■ INSTRUCTIONS FOR THE TASK
Could you repeat the records below exactly, without the pictures?

Data entries
-=-=-=-=-

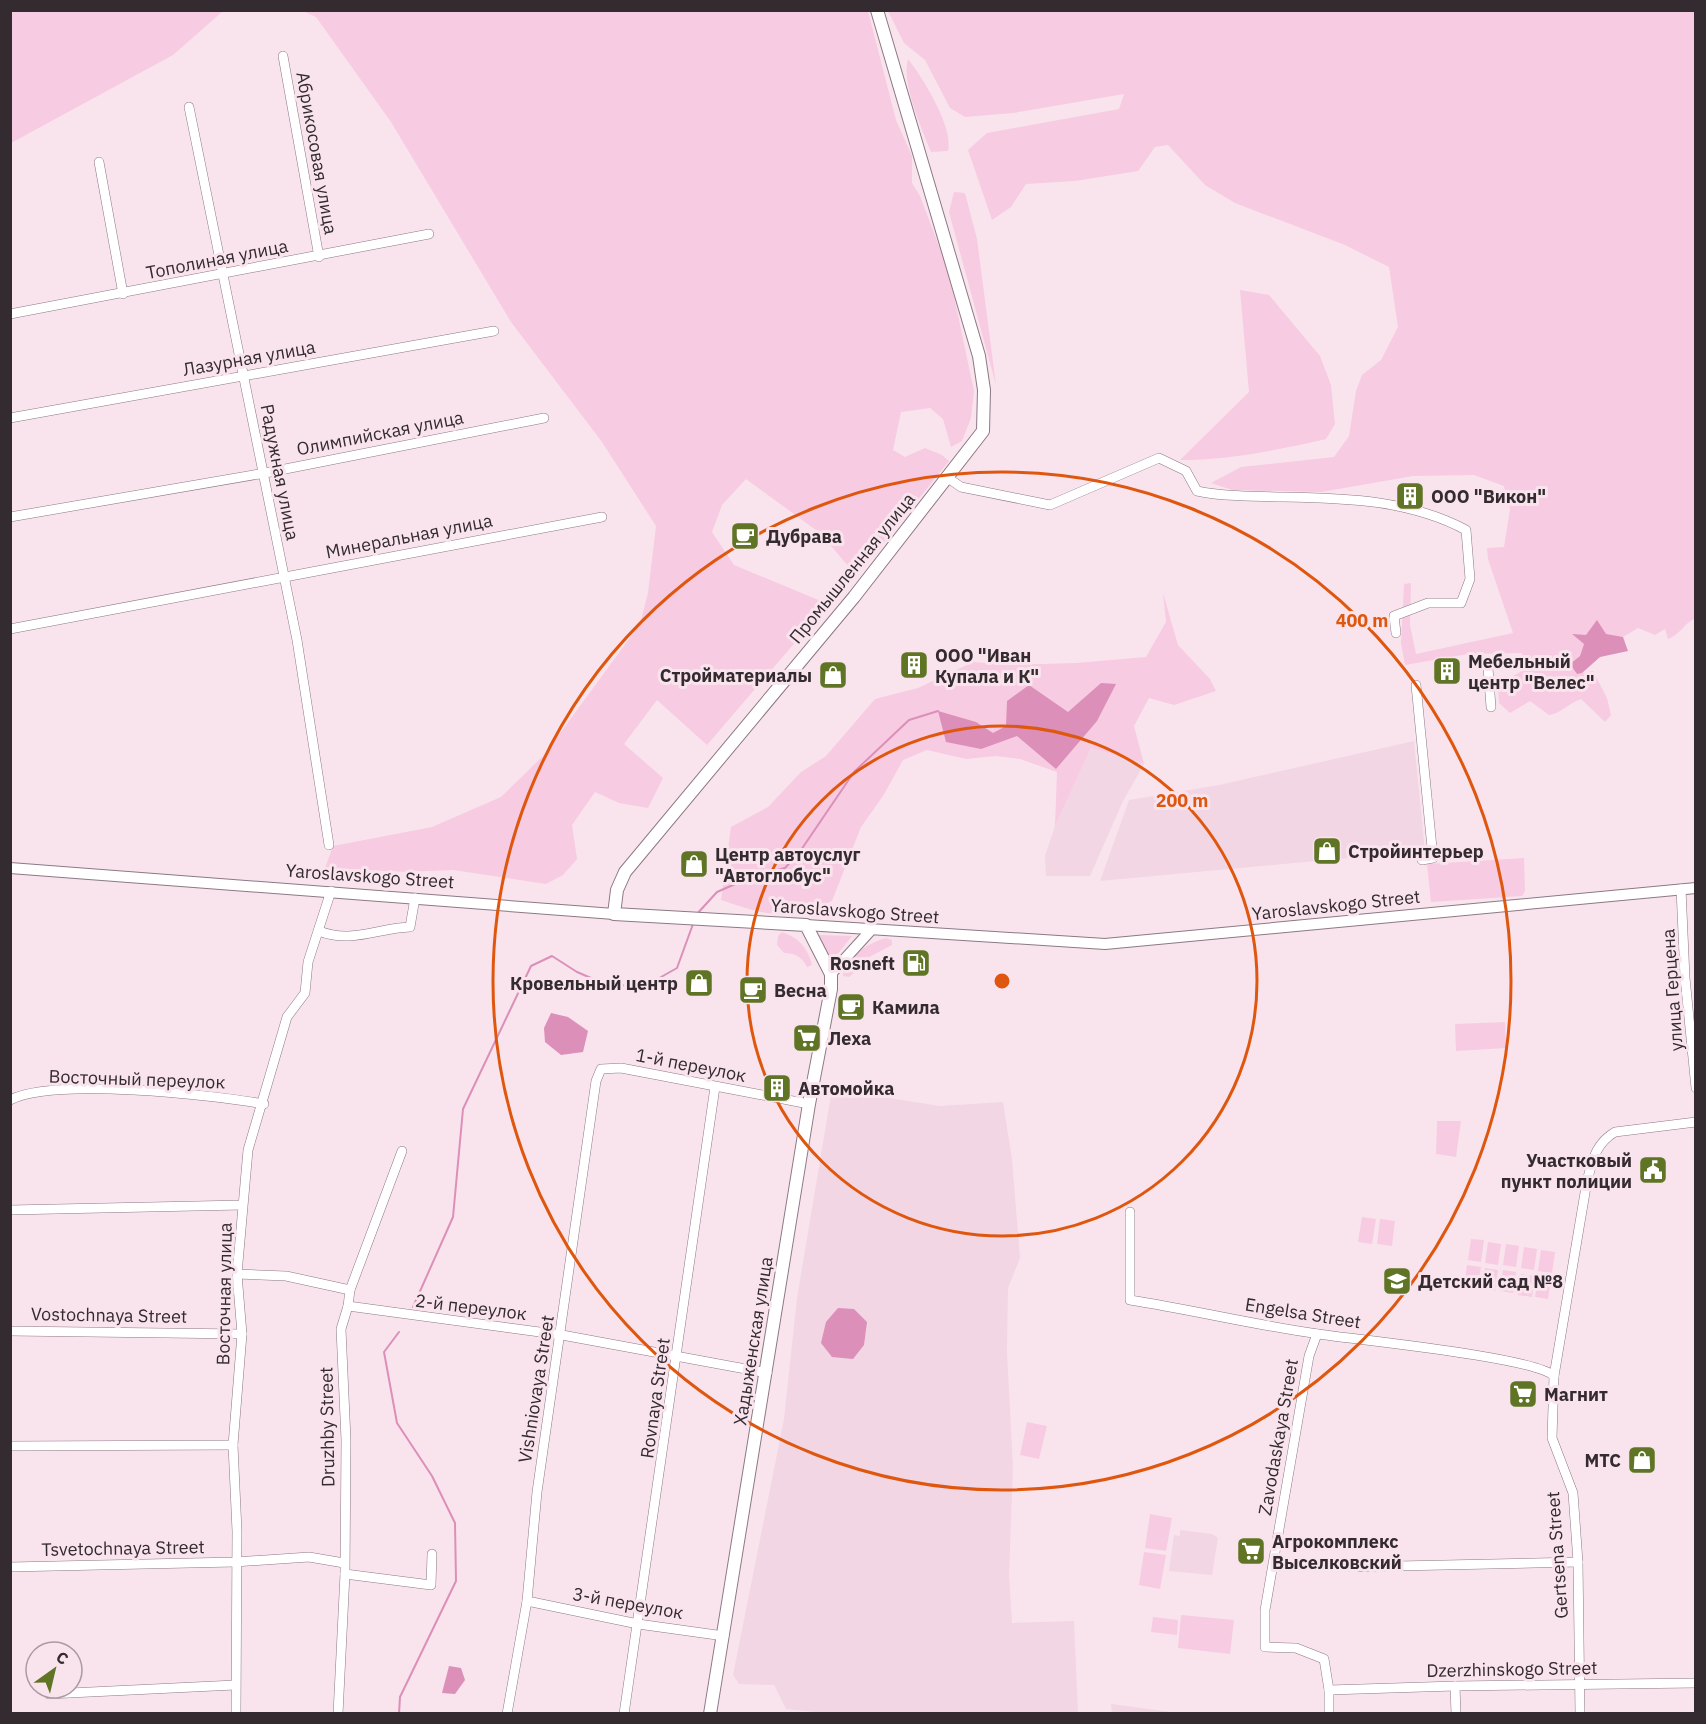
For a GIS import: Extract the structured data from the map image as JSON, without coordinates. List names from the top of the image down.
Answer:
{
  "streets": {
    "main road": ["Промышленная улица", "Yaroslavskogo Street", "Хадыженская улица"],
    "street": [
      "Абрикосовая улица",
      "Тополиная улица",
      "Лазурная улица",
      "Олимпийская улица",
      "Радужная улица",
      "Минеральная улица",
      "улица Герцена",
      "1-й переулок",
      "Восточный переулок",
      "Восточная улица",
      "2-й переулок",
      "Engelsa Street",
      "Vostochnaya Street",
      "Vishniovaya Street",
      "Rovnaya Street",
      "Druzhby Street",
      "Zavodaskaya Street",
      "Tsvetochnaya Street",
      "Gertsena Street",
      "3-й переулок",
      "Dzerzhinskogo Street"
    ]
  },
  "crossings": [
    ["Абрикосовая улица", "Тополиная улица"],
    ["Тополиная улица", "Радужная улица"],
    ["Лазурная улица", "Радужная улица"],
    ["Олимпийская улица", "Радужная улица"],
    ["Радужная улица", "Минеральная улица"],
    ["Промышленная улица", "Yaroslavskogo Street"],
    ["Yaroslavskogo Street", "улица Герцена"],
    ["Yaroslavskogo Street", "Восточная улица"],
    ["1-й переулок", "Хадыженская улица"],
    ["1-й переулок", "Vishniovaya Street"],
    ["1-й переулок", "Rovnaya Street"],
    ["Восточный переулок", "Восточная улица"],
    ["Восточная улица", "Vostochnaya Street"],
    ["Восточная улица", "Tsvetochnaya Street"],
    ["2-й переулок", "Хадыженская улица"],
    ["2-й переулок", "Vishniovaya Street"],
    ["2-й переулок", "Rovnaya Street"],
    ["2-й переулок", "Druzhby Street"],
    ["Engelsa Street", "Zavodaskaya Street"],
    ["Engelsa Street", "Gertsena Street"],
    ["Хадыженская улица", "3-й переулок"],
    ["Vishniovaya Street", "3-й переулок"],
    ["Rovnaya Street", "3-й переулок"],
    ["Zavodaskaya Street", "Dzerzhinskogo Street"],
    ["Gertsena Street", "Dzerzhinskogo Street"]
  ],
  "places": {
    "building": [
      "ООО \"Викон\"",
      "ООО \"Иван Купала и К\"",
      "Мебельный центр \"Велес\"",
      "Автомойка"
    ],
    "cafe": ["Дубрава", "Весна", "Камила"],
    "shop": [
      "Стройматериалы",
      "Стройинтерьер",
      "Центр автоуслуг \"Автоглобус\"",
      "Кровельный центр",
      "МТС"
    ],
    "fuel station": ["Rosneft"],
    "supermarket": ["Леха", "Магнит", "Агрокомплекс Выселковский"],
    "public building": ["Участковый пункт полиции"],
    "school or university": ["Детский сад №8"]
  },
  "north": "top right",
  "rings": ["400 m", "200 m"]
}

-=-=-=-=-

■ ANSWER TO THIS EXERCISE
For a GIS import: Extract the structured data from the map image as JSON, without coordinates. List names from the top of the image down.
Answer:
{
  "streets": {
    "main road": ["Промышленная улица", "Yaroslavskogo Street", "Хадыженская улица"],
    "street": [
      "Абрикосовая улица",
      "Тополиная улица",
      "Лазурная улица",
      "Олимпийская улица",
      "Радужная улица",
      "Минеральная улица",
      "улица Герцена",
      "1-й переулок",
      "Восточный переулок",
      "Восточная улица",
      "2-й переулок",
      "Engelsa Street",
      "Vostochnaya Street",
      "Vishniovaya Street",
      "Rovnaya Street",
      "Druzhby Street",
      "Zavodaskaya Street",
      "Tsvetochnaya Street",
      "Gertsena Street",
      "3-й переулок",
      "Dzerzhinskogo Street"
    ]
  },
  "crossings": [
    ["Абрикосовая улица", "Тополиная улица"],
    ["Тополиная улица", "Радужная улица"],
    ["Лазурная улица", "Радужная улица"],
    ["Олимпийская улица", "Радужная улица"],
    ["Радужная улица", "Минеральная улица"],
    ["Промышленная улица", "Yaroslavskogo Street"],
    ["Yaroslavskogo Street", "улица Герцена"],
    ["Yaroslavskogo Street", "Восточная улица"],
    ["1-й переулок", "Хадыженская улица"],
    ["1-й переулок", "Vishniovaya Street"],
    ["1-й переулок", "Rovnaya Street"],
    ["Восточный переулок", "Восточная улица"],
    ["Восточная улица", "Vostochnaya Street"],
    ["Восточная улица", "Tsvetochnaya Street"],
    ["2-й переулок", "Хадыженская улица"],
    ["2-й переулок", "Vishniovaya Street"],
    ["2-й переулок", "Rovnaya Street"],
    ["2-й переулок", "Druzhby Street"],
    ["Engelsa Street", "Zavodaskaya Street"],
    ["Engelsa Street", "Gertsena Street"],
    ["Хадыженская улица", "3-й переулок"],
    ["Vishniovaya Street", "3-й переулок"],
    ["Rovnaya Street", "3-й переулок"],
    ["Zavodaskaya Street", "Dzerzhinskogo Street"],
    ["Gertsena Street", "Dzerzhinskogo Street"]
  ],
  "places": {
    "building": [
      "ООО \"Викон\"",
      "ООО \"Иван Купала и К\"",
      "Мебельный центр \"Велес\"",
      "Автомойка"
    ],
    "cafe": ["Дубрава", "Весна", "Камила"],
    "shop": [
      "Стройматериалы",
      "Стройинтерьер",
      "Центр автоуслуг \"Автоглобус\"",
      "Кровельный центр",
      "МТС"
    ],
    "fuel station": ["Rosneft"],
    "supermarket": ["Леха", "Магнит", "Агрокомплекс Выселковский"],
    "public building": ["Участковый пункт полиции"],
    "school or university": ["Детский сад №8"]
  },
  "north": "top right",
  "rings": ["400 m", "200 m"]
}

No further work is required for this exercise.